Sesampainya di rumah bude, saya dan Hendro beristirahat sejenak sambil ngobrol dengan bude. Sudah dua tahun saya tidak bertemu Bude, rasanya tidak percaya Bude sudah sepuh sekali. Maklum usia Bude sudah menginjak 82 tahun. Namun beliau masih terlihat sehat walau banyak pikunnya.
Perjalananku Bagian Kedua
Hendro yang baru kali ini menginjakkan kaki ke Semarang ingin sekali pergi ke Lawang Sewu. Ya sudah, sayapun menyetujui keinginannya. Toh tidak setiap bulan kami pergi ke luar kota bareng. Hitung-hitung jadi tour guide gratisnya si Hendro selama di Semarang karena ini kedua kalinya saya ke Lawang Sewu.

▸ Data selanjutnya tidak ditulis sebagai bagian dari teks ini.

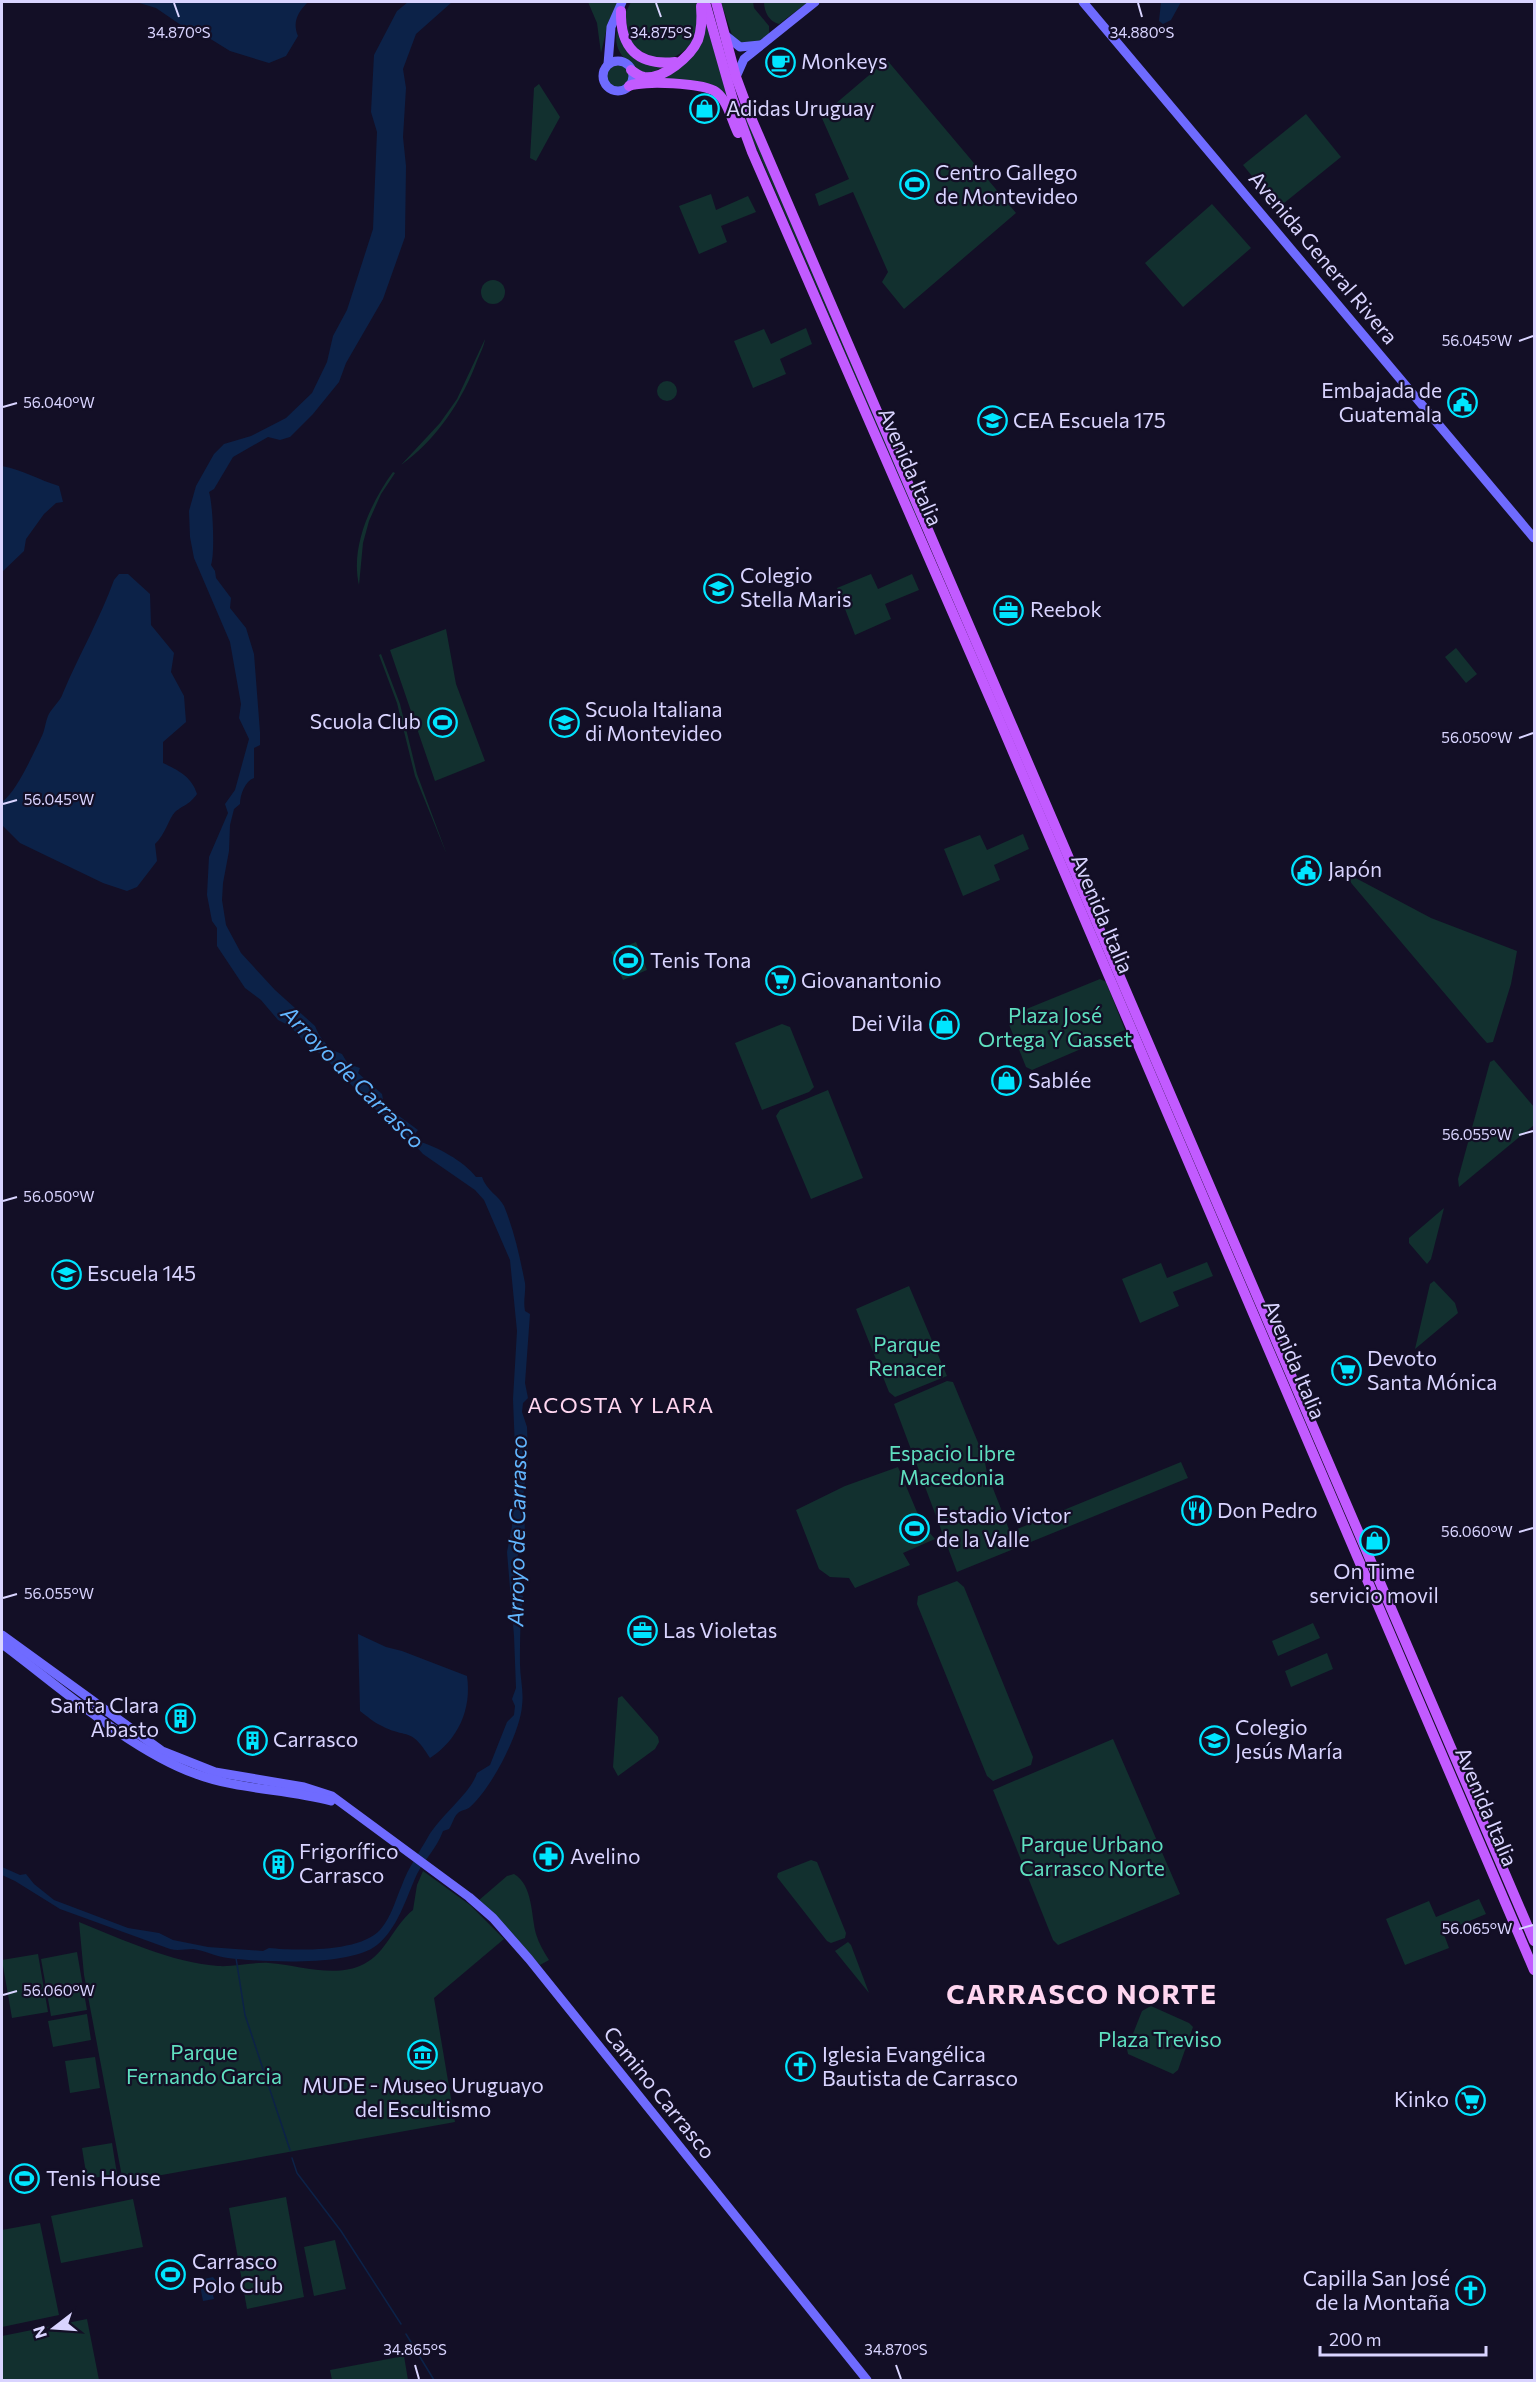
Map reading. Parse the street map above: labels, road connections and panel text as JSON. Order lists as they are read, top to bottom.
{
  "streets": {
    "main road": ["Avenida General Rivera", "Avenida Italia", "Camino Carrasco"]
  },
  "districts": ["ACOSTA Y LARA", "CARRASCO NORTE"],
  "water": ["Arroyo de Carrasco"],
  "parks": [
    "Plaza José Ortega Y Gasset",
    "Parque Renacer",
    "Espacio Libre Macedonia",
    "Parque Urbano Carrasco Norte",
    "Plaza Treviso",
    "Parque Fernando Garcia"
  ],
  "places": {
    "cafe": ["Monkeys"],
    "shop": [
      "Adidas Uruguay",
      "Dei Vila",
      "Sablée",
      "On Time servicio movil"
    ],
    "sports": [
      "Centro Gallego de Montevideo",
      "Scuola Club",
      "Tenis Tona",
      "Estadio Victor de la Valle",
      "Tenis House",
      "Carrasco Polo Club"
    ],
    "public building": ["Embajada de Guatemala", "Japón"],
    "school or university": [
      "CEA Escuela 175",
      "Colegio Stella Maris",
      "Scuola Italiana di Montevideo",
      "Escuela 145",
      "Colegio Jesús María"
    ],
    "office": ["Reebok", "Las Violetas"],
    "supermarket": ["Giovanantonio", "Devoto Santa Mónica", "Kinko"],
    "restaurant": ["Don Pedro"],
    "building": ["Santa Clara Abasto", "Carrasco", "Frigorífico Carrasco"],
    "pharmacy": ["Avelino"],
    "museum": ["MUDE - Museo Uruguayo del Escultismo"],
    "church": ["Iglesia Evangélica Bautista de Carrasco", "Capilla San José de la Montaña"]
  },
  "scale_bar": "200 m",
  "north": "left",
  "coordinates": [
    "34.870°S",
    "34.875°S",
    "34.880°S",
    "56.045°W",
    "56.040°W",
    "56.050°W",
    "56.055°W",
    "56.060°W",
    "56.065°W",
    "34.865°S"
  ]
}
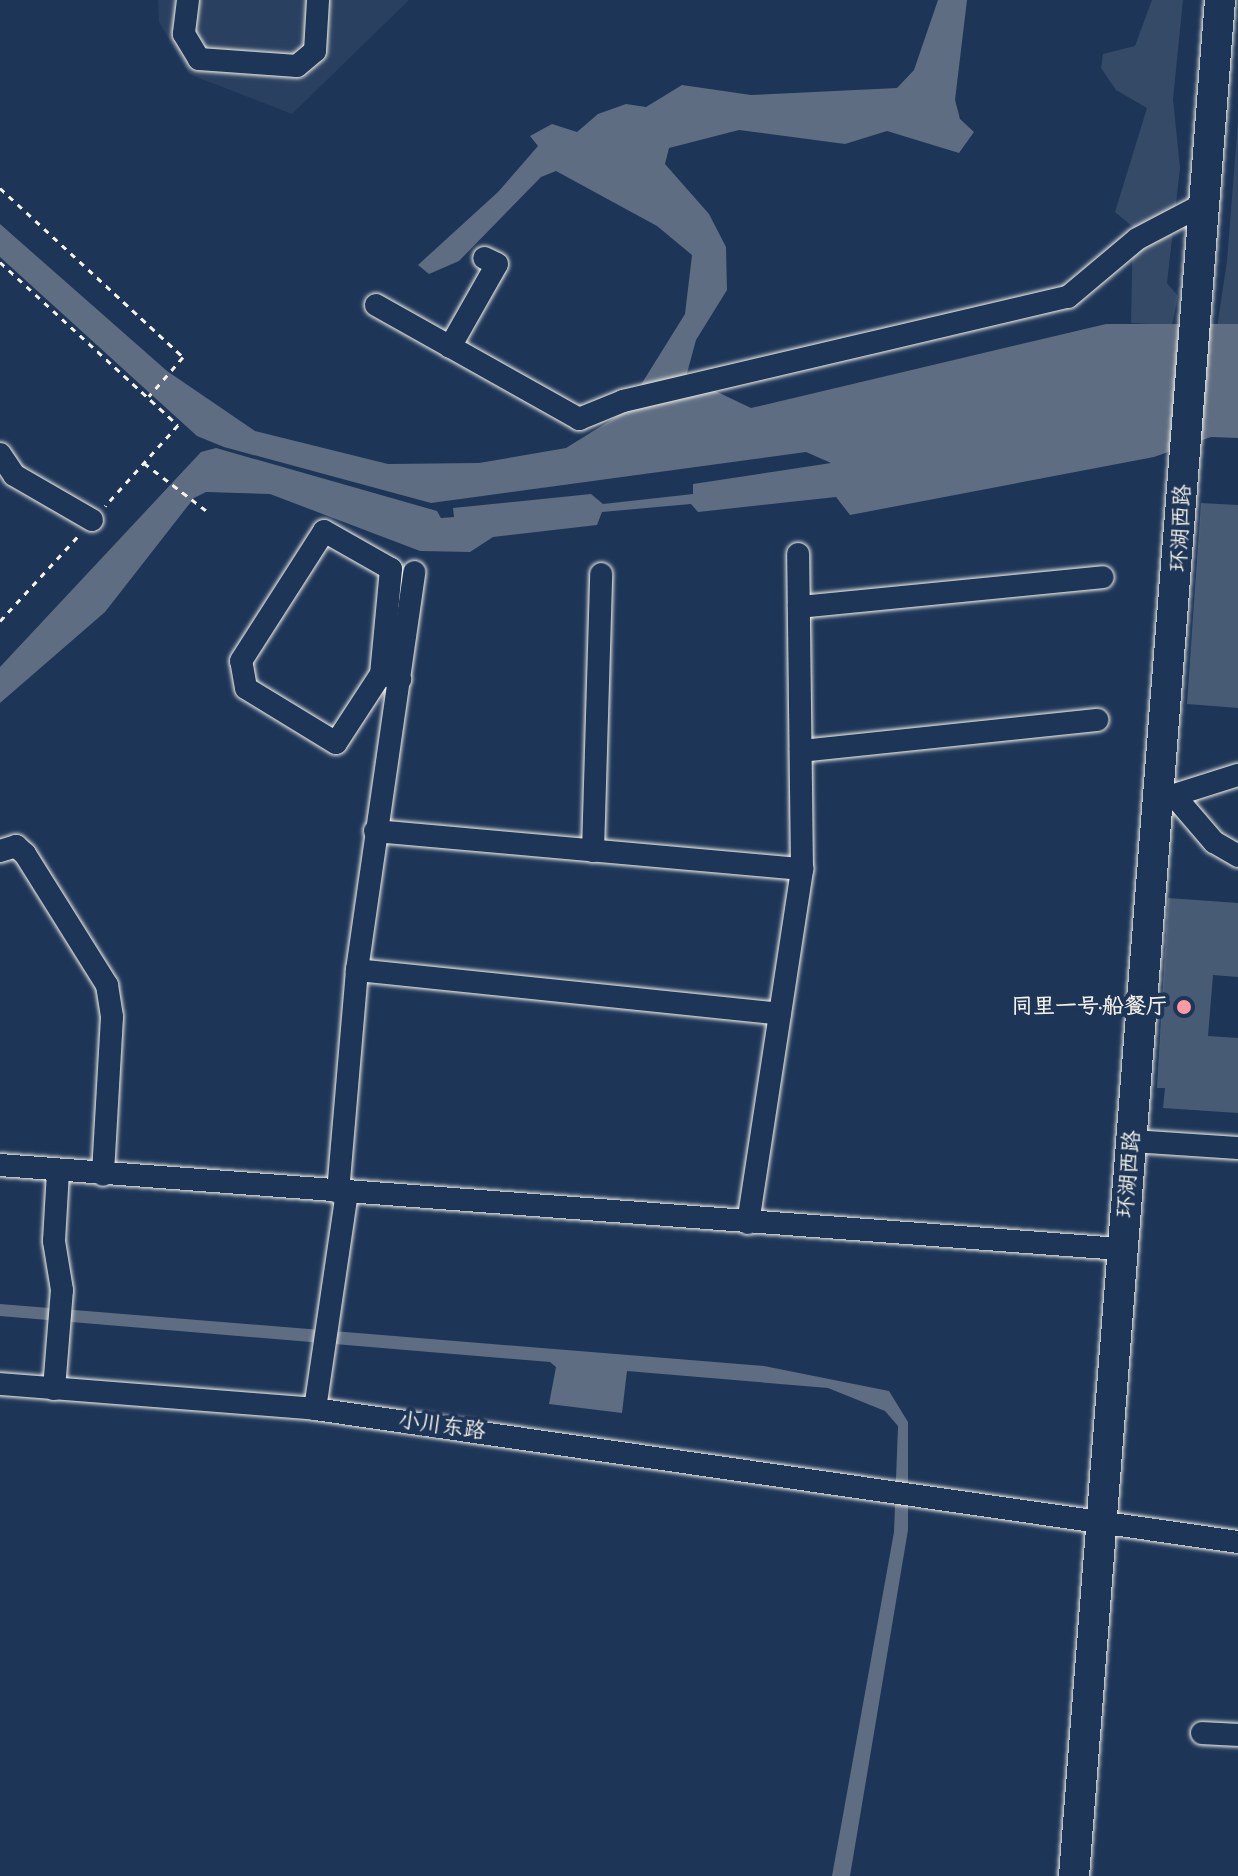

Saya pun memesan taxi online. Sambil menunggu taxi online datang, kami tetap mengobrol dengan Bude. Tidak lama, kami pun dijemput dan langsung menuju Lawang Sewu. Walaupun di hari kerja tapi ternyata pengunjung Lawang Sewu cukup banyak. Kebanyakan mereka datang berkelompok dan menyewa tour guide lokal yang memang sengaja ditempatkan di Lawang Sewu untuk menjelaskan sejarah berdirinya bangunan bersejarah itu.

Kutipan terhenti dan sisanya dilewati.